Wouldn’t deduping the versioned table first defeat the object of the Temporal join? My understanding is that type of join is used to retrieve the event that closely matches the event time of the record in the left table, which I’m not going to be able to do easily with a window function
m
Hey James, if I understand your use case correctly, you may be able to achieve this by NOT putting a primary key on the users table when you import it (and thus importing the whole change stream) and then deduping the stream on user id after ward which has the same effect. Then you can do a temporal join between transactions and dedup-users and it will join with the version of users at the time of the transaction.
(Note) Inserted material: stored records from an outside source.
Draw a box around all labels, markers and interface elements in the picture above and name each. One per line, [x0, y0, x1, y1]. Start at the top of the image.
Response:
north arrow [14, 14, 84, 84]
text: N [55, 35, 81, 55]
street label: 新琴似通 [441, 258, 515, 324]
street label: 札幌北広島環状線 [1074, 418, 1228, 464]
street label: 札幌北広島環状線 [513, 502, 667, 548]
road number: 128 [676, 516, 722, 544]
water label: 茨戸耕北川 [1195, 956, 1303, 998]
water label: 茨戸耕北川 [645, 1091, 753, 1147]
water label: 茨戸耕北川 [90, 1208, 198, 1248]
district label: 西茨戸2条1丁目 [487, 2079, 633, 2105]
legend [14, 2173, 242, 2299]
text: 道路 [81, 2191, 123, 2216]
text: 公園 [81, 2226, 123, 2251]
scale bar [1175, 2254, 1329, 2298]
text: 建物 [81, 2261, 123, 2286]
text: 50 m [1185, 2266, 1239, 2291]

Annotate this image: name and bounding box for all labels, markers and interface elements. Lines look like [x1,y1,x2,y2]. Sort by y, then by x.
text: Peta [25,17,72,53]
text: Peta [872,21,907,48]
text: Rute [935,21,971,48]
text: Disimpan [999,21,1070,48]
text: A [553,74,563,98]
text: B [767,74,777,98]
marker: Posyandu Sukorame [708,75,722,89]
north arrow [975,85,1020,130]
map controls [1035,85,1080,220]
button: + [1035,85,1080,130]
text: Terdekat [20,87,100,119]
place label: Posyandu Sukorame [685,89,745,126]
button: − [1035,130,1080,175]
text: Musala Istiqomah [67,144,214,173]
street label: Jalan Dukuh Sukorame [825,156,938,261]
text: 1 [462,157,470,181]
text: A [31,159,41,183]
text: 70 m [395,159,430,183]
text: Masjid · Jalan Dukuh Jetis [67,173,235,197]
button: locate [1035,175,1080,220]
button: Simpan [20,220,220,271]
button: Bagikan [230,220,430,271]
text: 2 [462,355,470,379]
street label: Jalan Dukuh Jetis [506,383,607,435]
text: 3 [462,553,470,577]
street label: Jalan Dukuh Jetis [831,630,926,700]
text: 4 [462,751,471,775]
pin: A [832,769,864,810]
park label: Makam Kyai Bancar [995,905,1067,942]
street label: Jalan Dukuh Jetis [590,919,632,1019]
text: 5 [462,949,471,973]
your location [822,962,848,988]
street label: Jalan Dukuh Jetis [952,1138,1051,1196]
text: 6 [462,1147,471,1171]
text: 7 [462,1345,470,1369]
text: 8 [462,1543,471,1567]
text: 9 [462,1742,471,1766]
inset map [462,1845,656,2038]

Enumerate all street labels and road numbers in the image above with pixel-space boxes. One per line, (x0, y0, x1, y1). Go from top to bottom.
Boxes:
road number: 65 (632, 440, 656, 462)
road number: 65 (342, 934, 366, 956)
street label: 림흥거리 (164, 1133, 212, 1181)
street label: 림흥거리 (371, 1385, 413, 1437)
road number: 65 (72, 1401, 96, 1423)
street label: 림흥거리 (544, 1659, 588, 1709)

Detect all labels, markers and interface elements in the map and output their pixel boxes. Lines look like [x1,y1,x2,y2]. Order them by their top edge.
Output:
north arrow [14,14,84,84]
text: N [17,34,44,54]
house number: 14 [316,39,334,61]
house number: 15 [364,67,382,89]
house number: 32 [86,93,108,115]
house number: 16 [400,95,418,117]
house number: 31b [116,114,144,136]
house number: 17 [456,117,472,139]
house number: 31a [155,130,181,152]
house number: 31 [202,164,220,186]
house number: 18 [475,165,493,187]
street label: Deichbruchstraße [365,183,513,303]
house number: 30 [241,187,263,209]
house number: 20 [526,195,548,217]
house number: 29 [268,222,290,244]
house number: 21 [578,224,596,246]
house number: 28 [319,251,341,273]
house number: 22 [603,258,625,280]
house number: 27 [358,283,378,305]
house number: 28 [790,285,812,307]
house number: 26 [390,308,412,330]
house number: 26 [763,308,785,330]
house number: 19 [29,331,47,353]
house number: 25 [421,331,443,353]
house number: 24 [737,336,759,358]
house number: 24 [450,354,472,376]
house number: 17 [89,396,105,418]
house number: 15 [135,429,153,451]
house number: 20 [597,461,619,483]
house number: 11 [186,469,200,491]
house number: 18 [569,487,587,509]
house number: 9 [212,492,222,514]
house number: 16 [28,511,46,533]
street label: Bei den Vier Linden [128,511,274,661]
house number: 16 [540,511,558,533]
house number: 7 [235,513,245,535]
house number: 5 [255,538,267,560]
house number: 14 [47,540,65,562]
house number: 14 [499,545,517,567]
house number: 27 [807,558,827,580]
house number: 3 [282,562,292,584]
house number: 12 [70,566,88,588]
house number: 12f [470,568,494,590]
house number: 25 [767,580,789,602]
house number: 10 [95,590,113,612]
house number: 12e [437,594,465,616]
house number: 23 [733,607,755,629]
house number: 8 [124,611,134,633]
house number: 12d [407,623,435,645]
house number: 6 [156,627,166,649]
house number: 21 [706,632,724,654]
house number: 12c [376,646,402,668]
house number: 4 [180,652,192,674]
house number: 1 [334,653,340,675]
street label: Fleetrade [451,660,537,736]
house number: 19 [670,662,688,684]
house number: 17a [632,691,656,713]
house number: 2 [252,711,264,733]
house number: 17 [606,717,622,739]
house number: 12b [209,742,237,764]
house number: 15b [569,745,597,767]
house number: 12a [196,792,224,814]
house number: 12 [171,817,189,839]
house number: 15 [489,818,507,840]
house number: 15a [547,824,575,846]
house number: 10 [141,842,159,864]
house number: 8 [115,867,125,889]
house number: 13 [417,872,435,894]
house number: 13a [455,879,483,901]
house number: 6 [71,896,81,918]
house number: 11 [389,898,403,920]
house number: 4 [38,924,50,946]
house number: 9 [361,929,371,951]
When you do the dedup, make sure you do it on the rowtime of the user change stream to preserve the rowtime for the temporal join.
👍🏻 1
j
When you say import it, are you referring to creating the Flink table? I should note I’m doing most of this with just SQL at the moment. I guess I would have to create another Flink table from
deduped_users
though somehow? because the Temporal join requires a primary key to be defined in the versioned table, and I also need it to reference in the join, which might look something like this:
Copy code
tableEnv.executeSql("""
        INSERT INTO enriched_transactions
        SELECT
            ft.transaction_id
            , ft.transaction_amount
            , ft.merchant_name
            , ft.user_id
            , ft.created_at
            , fu.first_name
            , fu.last_name
            , fu.email
            , fu.phone
        FROM transactions as ft
        LEFT JOIN deduped_users FOR SYSTEM_TIME AS OF ft.kafka_ts as fu
            ON ft.user_id = fu.id
        """
    )
_* note, I’m joining a Flink table called
deduped_users
here_
m
The partition by columns become the primary key of the deduped_users table/view. Check out the example from the Flink docs: https://nightlies.apache.org/flink/flink-docs-release-1.17/docs/dev/table/sql/queries/deduplication/ order_id is the primary key of the resulting view when you apply the dedup query.
j
I see, that’s neat. And then would I need to create a new table from that so that I can reference it in my final temporal join?
m
Up to you. You can inline it or make it a separate statement so it's easier to read.
j
I tried creating a separate statement like this:
Copy code
tableEnv.executeSql("""
    CREATE TABLE deduped_users (
        id INT,
        first_name VARCHAR,
        last_name VARCHAR,
        email VARCHAR,
        phone VARCHAR,
        `kafka_ts` TIMESTAMP(3)
    );
    """)

    tableEnv.sqlQuery("""
        INSERT INTO deduped_users
        SELECT *
        FROM (
          SELECT *, 
            ROW_NUMBER() OVER (PARTITION BY id ORDER BY kafka_ts ASC) AS row_num
          FROM flink_user)
        WHERE row_num = 1
    """)
but I got this error:
Copy code
Table options do not contain an option key 'connector' for discovering a connector. Therefore, Flink assumes a managed table.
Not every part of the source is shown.